Current:Home > MyProtesters Arrested for Blocking Railroad in Call for Oil-by-Rail Moratorium-LoTradeCoin
Protesters Arrested for Blocking Railroad in Call for Oil-by-Rail Moratorium
View Date:2024-12-23 16:39:40
Twenty-one activists were arrested in Vancouver, Wash. on Saturday in a protest calling for a permanent moratorium on shipping oil by rail in Oregon and Washington, to protect people and the environment.
Approximately 100 protesters took part in the event, blocking trains along the Columbia River gorge. The protest followed the derailment of an oil train in the gorge on June 3 that erupted in flames, spilled 42,000 gallons of crude oil and forced hundreds of people to evacuate their homes.
The crash came three years after a derailment in Lac-Megantic, Quebec that killed 47 people in July 2013.
WATCH – Boom: North America’s Explosive Oil-by-Rail Problem
“It’s really important communities stand up and stop oil by rail because these trains are so unsafe,” said Mia Reback, a community organizer with Portland Rising Tide and 350 PDX! who took part in the event.
The derailment occurred 70 miles upstream from Vancouver on the opposite side of the river in Mosier, Oregon. Since then, Union Pacific, which owns and operates the tracks on the Oregon side of the river, voluntarily suspended oil-by-rail shipments through the gorge temporarily. On June 6, Oregon Governor Kate Brown and state lawmakers called on federal transportation officials to place a moratorium on oil train traffic in the gorge until they can determine what caused the derailment.

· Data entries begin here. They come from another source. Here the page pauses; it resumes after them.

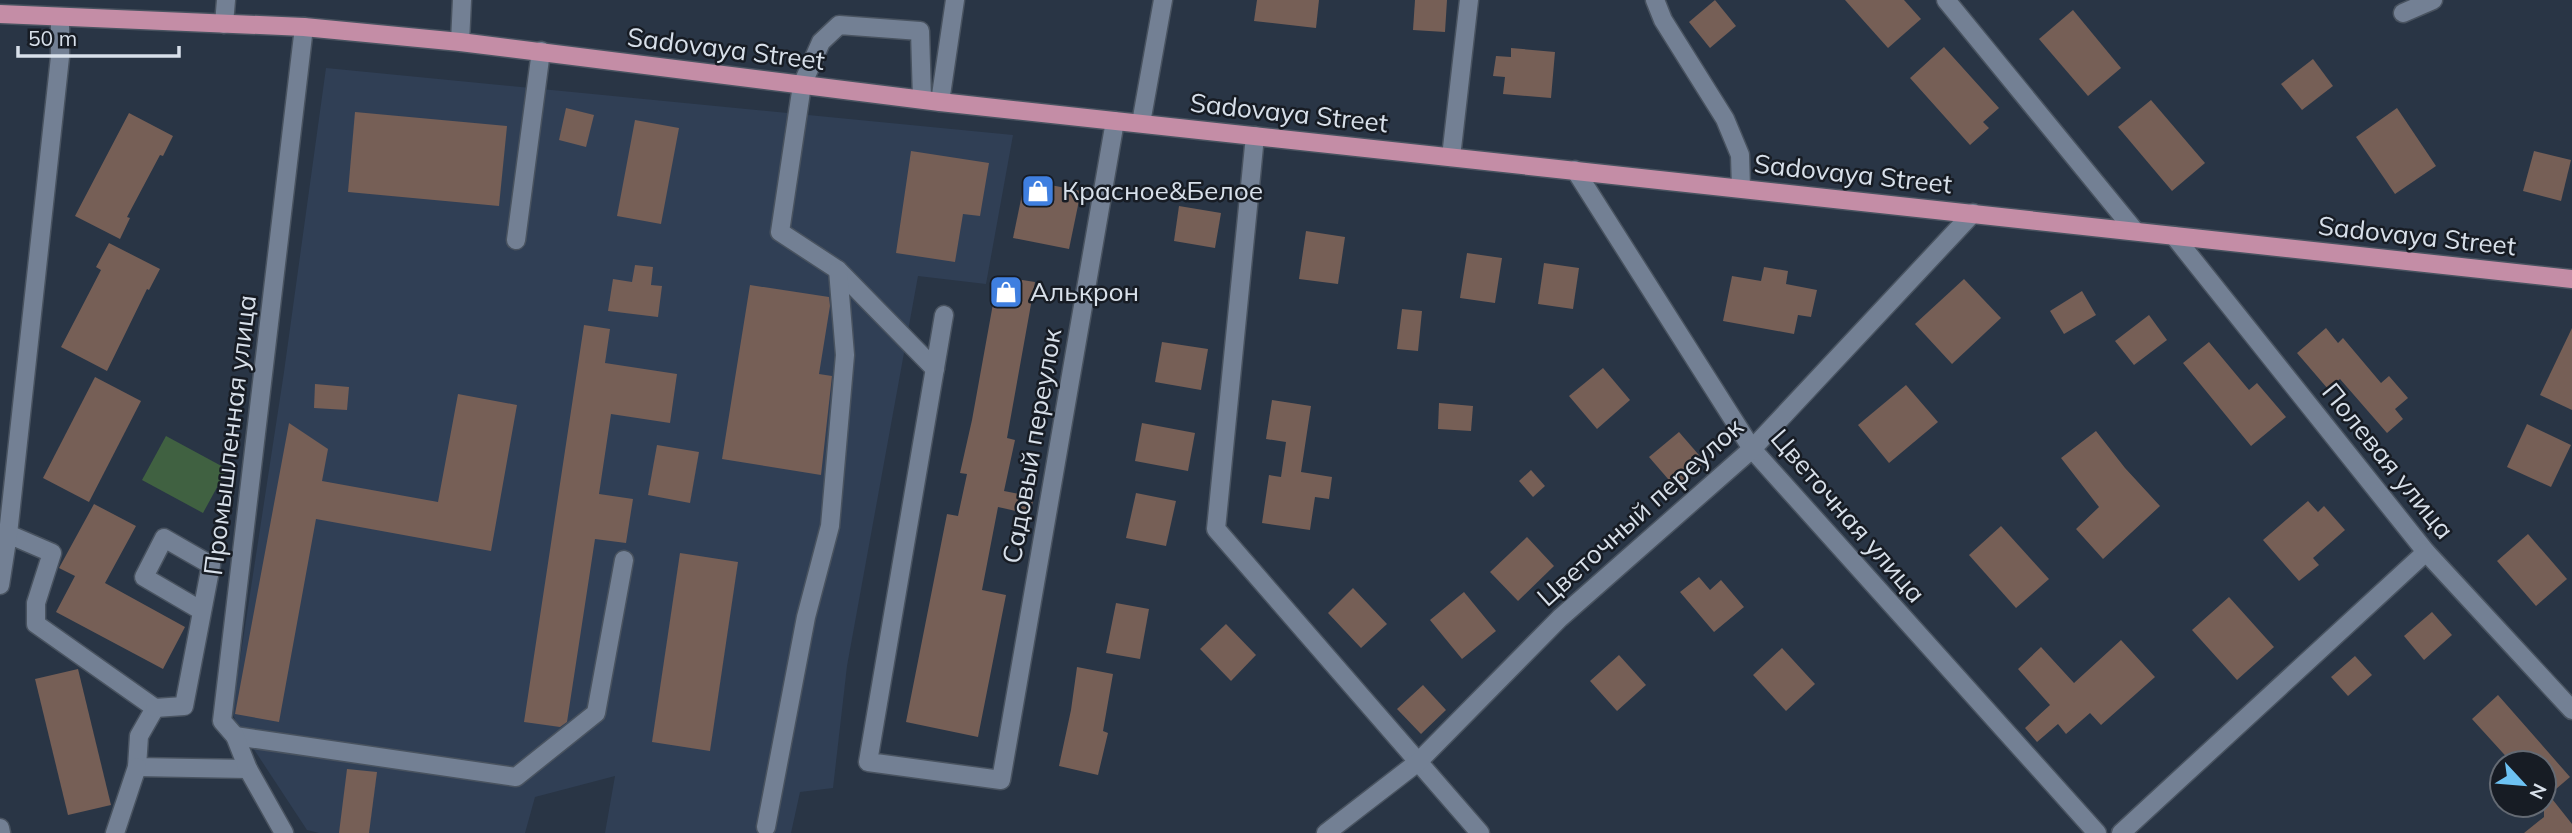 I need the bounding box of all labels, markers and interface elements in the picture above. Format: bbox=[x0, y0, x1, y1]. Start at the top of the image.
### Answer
scale bar bbox=[18, 14, 178, 58]
street label: Sadovaya Street bbox=[625, 20, 827, 77]
text: 50 m bbox=[28, 25, 77, 51]
street label: Sadovaya Street bbox=[1188, 86, 1390, 139]
street label: Sadovaya Street bbox=[1752, 147, 1954, 200]
shop icon: Красное&Белое bbox=[1019, 172, 1057, 210]
place label: Красное&Белое bbox=[1062, 174, 1263, 207]
street label: Sadovaya Street bbox=[2316, 209, 2518, 262]
shop icon: Алькрон bbox=[987, 273, 1025, 311]
place label: Алькрон bbox=[1030, 275, 1139, 308]
street label: Промышленная улица bbox=[196, 293, 263, 577]
street label: Садовый переулок bbox=[995, 326, 1068, 566]
street label: Полевая улица bbox=[2315, 376, 2462, 546]
street label: Цветочный переулок bbox=[1530, 410, 1750, 613]
street label: Цветочная улица bbox=[1764, 422, 1933, 609]
north arrow bbox=[2488, 749, 2558, 819]
text: N bbox=[2524, 780, 2552, 803] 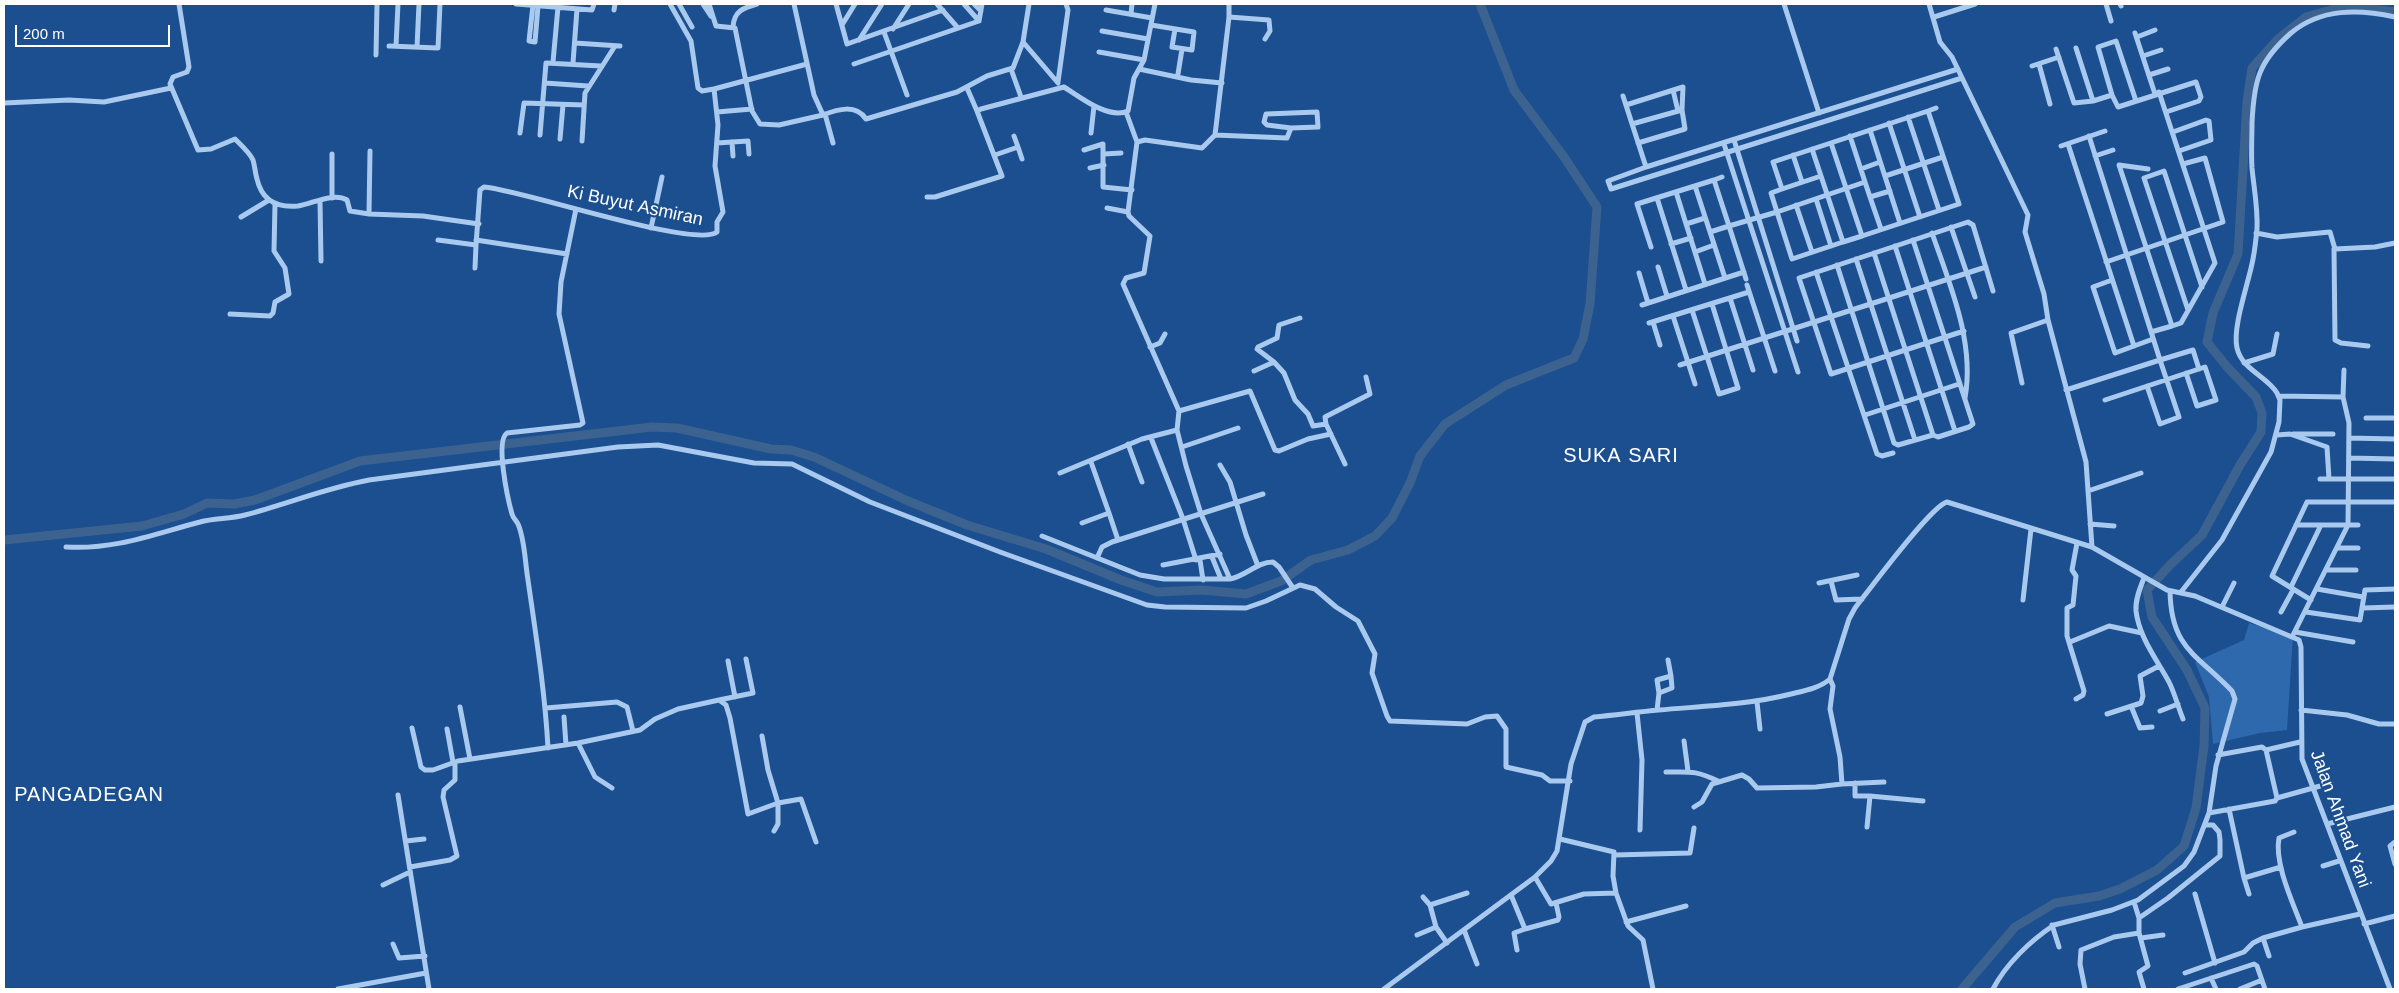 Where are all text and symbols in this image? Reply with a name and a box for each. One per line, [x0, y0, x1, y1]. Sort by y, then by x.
scale bar [18, 15, 172, 47]
text: 200 m [23, 25, 65, 42]
street label: Ki Buyut Asmiran [565, 181, 705, 231]
district label: SUKA SARI [1562, 444, 1680, 468]
street label: Jalan Ahmad Yani [2305, 747, 2375, 891]
district label: PANGADEGAN [13, 783, 165, 807]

A letter from H.A. Gard of the Oregon Department of Transportation to federal rail administrator Mark Daniels on June 8 said preliminary results of an investigation suggest faulty bolts that connect the rail to underlying railroad ties was the cause. Gard also called on the U.S. Department of Transportation to impose a ban on all oil trains in Oregon until the cause of the bolt failures is understood.
The Federal Railroad Administration said its investigation of the derailment remains ongoing. “If FRA finds that railroads need to make operational changes, we will direct them to do so,” FRA spokesman Matthew Lehner said in a statement.
The derailment and subsequent protest come as energy companies Tesoro Corporation and Savage Companies are seeking approval to build the largest crude oil shipping terminal in North America in Vancouver, according to environmental group Earthjustice. The $210 million terminal would ship 360,000 barrels of crude oil per day from trains coming down the Columbia River gorge. The facility is one of several proposed rail-to-tanker terminals in the state spurred in part by the federal government’s recent lifting of a ban on exporting U.S. oil.
“There is an onslaught of proposed oil-by-rail terminals in Washington that has really become one of the hot-button issues in our state,” said Kristen Boyles, an attorney for Earthjustice.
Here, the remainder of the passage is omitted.